Remember DOS boot disks? That's how serious Microsoft is about PC gaming.

Microsoft may be adding a feature to Windows that minimizes other application needs to improve game performance. As reported by Windows Central, the “Game Mode” seen in test builds of Windows 10 lets the operating system prioritize a videogame over other running software and diverts resources as needed. Analysis suggests the mode works similarly to how the Xbox One handles the protocols for games versus other applications. How much of an improvement users can expect is unknown, or if the Game Mode feature will be available to games outside of those from the Windows Store.


This is a companion discussion topic for the original entry at http://www.quartertothree.com/fp/2016/12/28/remember-dos-boot-disks-thats-serious-microsoft-pc-gaming/

Wow that is truly bizarre. I would need to see serious benchmarks on this and if is more than 10 percent faster – at best – I will eat my hat.

Probably more important on the wildly underpowered Atom class x86 cores in the consoles.

Here’s a leaked screenshot of the system in action:

I think you’re probably right, and that it won’t make much of a difference.

I heard it just crashes out all your Chrome tabs to free up 5GB of RAM.

Guessing folks will set everything to high priority, like Tom Cruise cranking up all the knobs on his dad’s stereo in Risky Business.

My favorite game from the DOS era was QEMM. Squeezing out all the high mem I could!

That would do it! :)

604 kb conventional memory, buffers and files at 35, to run Falcon 3.0. Heck, I had 621 free without a memory manager. :)

This is so ridiculous and there seems to be so many jokes to be made, I can’t even think of one!

I’ll take anything that gives me even a few percentage points of performance. Every little bit I get means a few extra AI enemies in many of my games like ARMA 3.

This will fail badly.

The article and comments have blasted me directly back to 1993. (QEMM – nice.)

I would LIKE this post so hard.

I will be flabbergasted if this turns out to be in anyway relevant these days, particularly for enthusiast gamers with even half decent rigs.
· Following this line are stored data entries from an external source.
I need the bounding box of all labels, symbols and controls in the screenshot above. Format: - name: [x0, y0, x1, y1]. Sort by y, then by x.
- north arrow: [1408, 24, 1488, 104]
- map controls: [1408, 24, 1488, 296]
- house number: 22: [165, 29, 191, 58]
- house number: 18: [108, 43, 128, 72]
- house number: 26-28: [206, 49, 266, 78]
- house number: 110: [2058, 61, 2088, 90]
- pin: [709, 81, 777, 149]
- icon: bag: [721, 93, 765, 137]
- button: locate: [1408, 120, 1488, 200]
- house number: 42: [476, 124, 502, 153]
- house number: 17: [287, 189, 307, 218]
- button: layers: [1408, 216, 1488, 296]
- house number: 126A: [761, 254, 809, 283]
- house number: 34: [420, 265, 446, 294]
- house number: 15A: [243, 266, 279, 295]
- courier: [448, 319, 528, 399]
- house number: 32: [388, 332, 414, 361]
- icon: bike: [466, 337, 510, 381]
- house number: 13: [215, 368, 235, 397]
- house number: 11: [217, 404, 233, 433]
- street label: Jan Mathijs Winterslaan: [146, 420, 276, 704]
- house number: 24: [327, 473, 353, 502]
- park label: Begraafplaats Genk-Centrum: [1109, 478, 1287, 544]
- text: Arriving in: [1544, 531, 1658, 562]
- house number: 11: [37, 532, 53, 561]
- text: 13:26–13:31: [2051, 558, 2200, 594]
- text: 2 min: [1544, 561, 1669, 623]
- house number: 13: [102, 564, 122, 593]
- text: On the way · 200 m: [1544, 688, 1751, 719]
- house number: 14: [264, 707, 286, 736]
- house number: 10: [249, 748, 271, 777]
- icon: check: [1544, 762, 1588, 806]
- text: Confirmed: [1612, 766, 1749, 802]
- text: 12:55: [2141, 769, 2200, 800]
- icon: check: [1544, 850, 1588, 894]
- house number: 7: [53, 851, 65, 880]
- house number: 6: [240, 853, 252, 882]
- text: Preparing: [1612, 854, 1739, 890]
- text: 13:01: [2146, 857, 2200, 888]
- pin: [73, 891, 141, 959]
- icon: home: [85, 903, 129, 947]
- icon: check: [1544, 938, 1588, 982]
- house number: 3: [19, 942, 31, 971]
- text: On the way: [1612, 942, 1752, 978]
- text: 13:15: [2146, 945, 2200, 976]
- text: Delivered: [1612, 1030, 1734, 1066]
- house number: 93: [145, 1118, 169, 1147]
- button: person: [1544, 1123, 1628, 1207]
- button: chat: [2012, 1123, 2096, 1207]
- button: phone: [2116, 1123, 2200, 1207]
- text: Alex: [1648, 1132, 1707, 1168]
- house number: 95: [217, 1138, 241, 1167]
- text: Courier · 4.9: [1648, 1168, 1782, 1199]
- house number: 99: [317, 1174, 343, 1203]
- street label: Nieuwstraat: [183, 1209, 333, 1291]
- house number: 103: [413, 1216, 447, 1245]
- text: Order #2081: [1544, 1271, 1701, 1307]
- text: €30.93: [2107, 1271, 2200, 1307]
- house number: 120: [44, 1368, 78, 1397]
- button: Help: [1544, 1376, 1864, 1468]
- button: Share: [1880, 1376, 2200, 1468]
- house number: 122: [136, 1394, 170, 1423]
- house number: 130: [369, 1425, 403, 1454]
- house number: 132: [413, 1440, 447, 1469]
Even if it does, I predict the stability cost of MS shutting down and restarting system processes en-masse and associated lock-ups and crashes to completely out-weigh any benefit anyway.

Hey, who knows, if shutdowns partially Windows itself (parts not needed while having a full screen game) it could be a nice boost.

I wonder how ‘game mode’ will affect voice comms or recording/streaming software.

Actually, it just occurred to me that MS will roll this out as un-opt-outable ‘smart’ software that will just detect when games are running and activate regardless of whether the user wants it to - and break the entirety of PC game streaming/recording/youtube/twitch by disabling all those pesky backgound programs in the process!

Why would you use another program while playing video games??